Each of these clear days of scattered apple and white pear tree blossom moved inexorably towards the first day when they set out without books and came home in the evening showing the pink or blue papers they had tested themselves against in the examination hall.

‘How do you think you did?’ Moran was waiting anxiously to ask each evening.

‘We don’t know, Daddy. The nun thinks we didn’t do too bad.’

‘Never mind. We’ll always have enough to eat here anyhow,’ he said, feeling vulnerable in the face of the power that rested in the hands of the outside.

Then, suddenly, the exams were over. They could put their books away. But, instead of the freedom and ease they had longed for, all they felt was emptiness where once all was tension and work. They had to pass idle days of waiting that stretched ahead to an eternity of weeks in August.

‘You don’t have to worry about anything,’ Moran said constantly. ‘You don’t have to worry about a single thing.’

In early July the waiting was broken by the excitement of Maggie coming home for the first time since she had left for London. She was coming home for three whole weeks and by the time she left for London again the exam results would be nearly due.

Rose had already started to paint the main room of the house during the first exam. The freed girls helped her finish it, scrub tables and chairs. The old furniture was left outside in the sun to air. They scrubbed white the boards of the floor and the old brown flagstones of the hallway took on a damp glow. Michael’s front garden was beautiful with stock, beds of sweet william and marigolds that took greedily the sun from the other flowers – pansies, roses and lilies. Moran washed and polished the car, even cleared rusted machinery from around the house. He was more excited than anyone else and continually cracked jokes.

On the arrival day he considered going to meet Maggie in Carrick but he was afraid that he might miss her and decided to go to Boyle. He left alone before the train reached Carrick. Against Rose’s chidings he went in his old working clothes as if, perversely, to deny that the day was special in any way. ‘She’ll have to take me as she finds me. She’s back in the country now.’ After he left everyone was glued to the clock.

‘The train is coming into Carrick!’

The waiting silence was broken by, ‘I’d say the train is leaving Carrick now,’ and they all went to the fields behind the house to catch a glimpse of the train as it passed. They heard the diesel engine, the quick rattle of the wheels on rails and then the caterpillar of carriages that rose above the stone walls, the small windows flashing in the sun as they were quickly drawn across their view and gone. Then they all moved to the front of the house to watch the road and wait.

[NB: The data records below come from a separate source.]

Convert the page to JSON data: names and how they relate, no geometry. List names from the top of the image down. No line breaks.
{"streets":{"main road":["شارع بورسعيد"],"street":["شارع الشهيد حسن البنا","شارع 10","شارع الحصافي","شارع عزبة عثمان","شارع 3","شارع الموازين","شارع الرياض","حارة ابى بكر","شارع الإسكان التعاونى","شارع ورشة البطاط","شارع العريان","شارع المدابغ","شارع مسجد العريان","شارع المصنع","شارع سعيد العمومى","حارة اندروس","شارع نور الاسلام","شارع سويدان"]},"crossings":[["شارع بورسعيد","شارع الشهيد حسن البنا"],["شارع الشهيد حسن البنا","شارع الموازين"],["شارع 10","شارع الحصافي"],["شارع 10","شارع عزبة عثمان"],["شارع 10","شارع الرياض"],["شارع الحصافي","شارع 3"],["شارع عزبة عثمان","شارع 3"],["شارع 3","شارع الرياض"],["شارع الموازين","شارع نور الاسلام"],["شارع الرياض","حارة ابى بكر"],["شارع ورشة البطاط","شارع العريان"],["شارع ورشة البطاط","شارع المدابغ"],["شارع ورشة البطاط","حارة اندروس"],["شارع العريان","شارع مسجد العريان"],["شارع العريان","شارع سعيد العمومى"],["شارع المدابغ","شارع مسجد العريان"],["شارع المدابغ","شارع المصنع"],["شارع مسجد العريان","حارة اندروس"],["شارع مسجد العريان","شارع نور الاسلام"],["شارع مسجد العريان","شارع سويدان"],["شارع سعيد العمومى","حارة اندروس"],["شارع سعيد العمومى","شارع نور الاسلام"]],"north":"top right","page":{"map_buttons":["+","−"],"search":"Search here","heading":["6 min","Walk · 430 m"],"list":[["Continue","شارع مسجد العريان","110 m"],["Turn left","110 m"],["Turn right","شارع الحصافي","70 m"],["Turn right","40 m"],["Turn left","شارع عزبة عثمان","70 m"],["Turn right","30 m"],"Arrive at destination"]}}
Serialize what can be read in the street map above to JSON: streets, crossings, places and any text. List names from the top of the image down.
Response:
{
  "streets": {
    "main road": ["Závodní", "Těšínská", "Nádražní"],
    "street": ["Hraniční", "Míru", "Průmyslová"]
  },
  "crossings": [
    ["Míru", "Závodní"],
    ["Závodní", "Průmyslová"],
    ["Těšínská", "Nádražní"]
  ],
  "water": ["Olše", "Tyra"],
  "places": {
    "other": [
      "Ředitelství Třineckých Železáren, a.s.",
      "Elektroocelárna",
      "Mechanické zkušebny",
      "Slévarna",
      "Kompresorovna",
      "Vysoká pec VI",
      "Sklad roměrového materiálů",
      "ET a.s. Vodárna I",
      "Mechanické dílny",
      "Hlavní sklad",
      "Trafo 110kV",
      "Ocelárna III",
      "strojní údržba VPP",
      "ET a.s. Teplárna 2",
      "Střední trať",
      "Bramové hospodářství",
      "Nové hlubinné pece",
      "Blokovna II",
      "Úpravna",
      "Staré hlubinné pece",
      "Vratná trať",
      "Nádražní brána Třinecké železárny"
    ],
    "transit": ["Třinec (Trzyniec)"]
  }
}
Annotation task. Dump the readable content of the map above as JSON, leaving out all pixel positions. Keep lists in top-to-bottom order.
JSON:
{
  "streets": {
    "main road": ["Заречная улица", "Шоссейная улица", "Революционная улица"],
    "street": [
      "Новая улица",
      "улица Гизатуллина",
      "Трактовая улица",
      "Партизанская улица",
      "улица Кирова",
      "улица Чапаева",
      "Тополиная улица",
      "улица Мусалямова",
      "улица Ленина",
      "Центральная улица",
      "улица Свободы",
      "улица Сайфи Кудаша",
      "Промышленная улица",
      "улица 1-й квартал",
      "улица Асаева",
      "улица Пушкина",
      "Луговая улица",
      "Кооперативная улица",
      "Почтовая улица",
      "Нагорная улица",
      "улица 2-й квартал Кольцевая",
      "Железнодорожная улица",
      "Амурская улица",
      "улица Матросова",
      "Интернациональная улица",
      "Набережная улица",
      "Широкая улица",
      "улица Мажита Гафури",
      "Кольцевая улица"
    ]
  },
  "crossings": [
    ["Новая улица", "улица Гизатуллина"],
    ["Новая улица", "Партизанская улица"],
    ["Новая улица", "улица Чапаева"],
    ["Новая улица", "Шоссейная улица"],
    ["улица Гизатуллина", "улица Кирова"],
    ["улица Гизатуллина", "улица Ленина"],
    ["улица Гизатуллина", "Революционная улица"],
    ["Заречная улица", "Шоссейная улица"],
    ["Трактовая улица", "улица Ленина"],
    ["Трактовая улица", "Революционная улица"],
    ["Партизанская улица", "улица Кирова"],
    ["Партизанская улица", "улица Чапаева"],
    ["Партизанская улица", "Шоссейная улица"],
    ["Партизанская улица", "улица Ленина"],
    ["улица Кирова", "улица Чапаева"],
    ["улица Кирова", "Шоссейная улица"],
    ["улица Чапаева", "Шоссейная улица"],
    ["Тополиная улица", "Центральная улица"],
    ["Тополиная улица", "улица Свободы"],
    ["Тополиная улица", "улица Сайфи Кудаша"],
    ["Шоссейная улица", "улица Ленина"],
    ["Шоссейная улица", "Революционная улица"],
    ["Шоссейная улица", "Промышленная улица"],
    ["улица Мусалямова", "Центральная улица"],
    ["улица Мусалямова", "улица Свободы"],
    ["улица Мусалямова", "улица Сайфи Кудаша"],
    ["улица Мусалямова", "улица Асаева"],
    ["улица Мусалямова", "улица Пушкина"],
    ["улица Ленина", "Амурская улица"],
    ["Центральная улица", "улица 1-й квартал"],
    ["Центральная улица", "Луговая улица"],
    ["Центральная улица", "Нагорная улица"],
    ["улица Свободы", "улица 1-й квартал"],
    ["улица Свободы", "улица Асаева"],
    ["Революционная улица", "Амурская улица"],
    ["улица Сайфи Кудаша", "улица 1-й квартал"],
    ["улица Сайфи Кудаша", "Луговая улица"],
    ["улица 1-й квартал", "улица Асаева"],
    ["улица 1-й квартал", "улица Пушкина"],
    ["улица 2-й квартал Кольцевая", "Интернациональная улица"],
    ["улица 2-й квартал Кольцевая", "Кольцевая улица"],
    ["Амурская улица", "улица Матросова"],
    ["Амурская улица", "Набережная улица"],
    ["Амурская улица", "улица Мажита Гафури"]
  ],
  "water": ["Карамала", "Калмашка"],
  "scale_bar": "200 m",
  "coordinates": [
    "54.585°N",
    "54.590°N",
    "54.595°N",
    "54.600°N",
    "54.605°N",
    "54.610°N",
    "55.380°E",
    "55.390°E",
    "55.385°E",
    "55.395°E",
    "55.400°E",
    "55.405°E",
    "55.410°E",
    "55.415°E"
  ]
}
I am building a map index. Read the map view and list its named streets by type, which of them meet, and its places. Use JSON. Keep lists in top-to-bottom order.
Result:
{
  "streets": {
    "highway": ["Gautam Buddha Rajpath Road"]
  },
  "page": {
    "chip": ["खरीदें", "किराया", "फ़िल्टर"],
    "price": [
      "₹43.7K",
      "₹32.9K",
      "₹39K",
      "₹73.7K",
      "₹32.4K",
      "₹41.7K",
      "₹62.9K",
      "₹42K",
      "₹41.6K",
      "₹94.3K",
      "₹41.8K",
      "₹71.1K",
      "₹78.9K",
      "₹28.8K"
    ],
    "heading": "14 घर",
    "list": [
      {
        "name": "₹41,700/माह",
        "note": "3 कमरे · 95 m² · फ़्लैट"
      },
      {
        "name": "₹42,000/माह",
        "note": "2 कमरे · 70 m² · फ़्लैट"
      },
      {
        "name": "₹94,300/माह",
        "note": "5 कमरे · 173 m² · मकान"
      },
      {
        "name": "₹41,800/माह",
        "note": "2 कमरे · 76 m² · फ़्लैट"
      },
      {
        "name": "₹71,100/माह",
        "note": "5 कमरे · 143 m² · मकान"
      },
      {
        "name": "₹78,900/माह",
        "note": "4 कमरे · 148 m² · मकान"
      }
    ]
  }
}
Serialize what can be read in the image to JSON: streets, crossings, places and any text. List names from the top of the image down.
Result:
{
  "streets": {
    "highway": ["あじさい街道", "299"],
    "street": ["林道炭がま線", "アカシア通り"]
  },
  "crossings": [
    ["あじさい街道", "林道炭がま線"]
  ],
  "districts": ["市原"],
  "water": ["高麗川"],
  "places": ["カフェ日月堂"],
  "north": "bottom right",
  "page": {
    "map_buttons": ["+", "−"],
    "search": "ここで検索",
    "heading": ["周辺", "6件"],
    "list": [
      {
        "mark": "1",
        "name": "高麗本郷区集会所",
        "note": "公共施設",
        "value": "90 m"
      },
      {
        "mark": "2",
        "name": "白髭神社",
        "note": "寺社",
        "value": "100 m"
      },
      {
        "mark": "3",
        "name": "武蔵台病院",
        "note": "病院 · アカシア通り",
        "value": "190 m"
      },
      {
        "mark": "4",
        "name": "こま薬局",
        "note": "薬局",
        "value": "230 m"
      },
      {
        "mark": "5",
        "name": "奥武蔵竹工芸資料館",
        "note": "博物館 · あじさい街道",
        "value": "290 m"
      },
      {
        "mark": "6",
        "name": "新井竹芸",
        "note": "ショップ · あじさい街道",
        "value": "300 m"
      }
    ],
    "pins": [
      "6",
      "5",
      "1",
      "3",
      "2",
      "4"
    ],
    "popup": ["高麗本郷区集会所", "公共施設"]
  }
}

They were so intent on watching every car that they failed to pick up Moran’s until it was turning slowly in the gate under the yew tree. Moran looked stern and self-conscious as he drove up the short avenue. Maggie burst into tears at the sight of the house and the small familiar crowd waiting for her outside the wooden gate of the garden. Everyone embraced blindly and kissed one by one.

‘You are such a handsome one now,’ Rose looked her up and down with pleasure.

‘What do you think of an old fellow like myself turning up to meet such a grand lassie?’

Rose laughed and there was a general scramble to carry the baggage into the house.

In the house Maggie unpacked the presents she brought: a brilliant red woollen scarf for Rose, a brown V-necked pullover for Moran; Sheila and Mona were handed silken headscarves and Michael a saffron tie to go with his hair. She also brought him seeds with pictures of the flowers on the packets.

‘Do you think they will grow here?’ he asked, impressed that they had come all the way from London.

A big box of soft-centred chocolates was handed round. Tea was made. She was the centre of the table. They asked her greedily about London.

‘What’s Luke like now?’ Sheila burst out.

Silence fell at once. Everyone looked towards Moran who held his own pained silence.

‘He’s just the same,’ Maggie said and continued on about the nurses’ home while Sheila bit her tongue.

Such was the excitement and focus on Maggie that in spite of Rose’s care to draw him into the conversation Moran began to feel out of it and grew bored.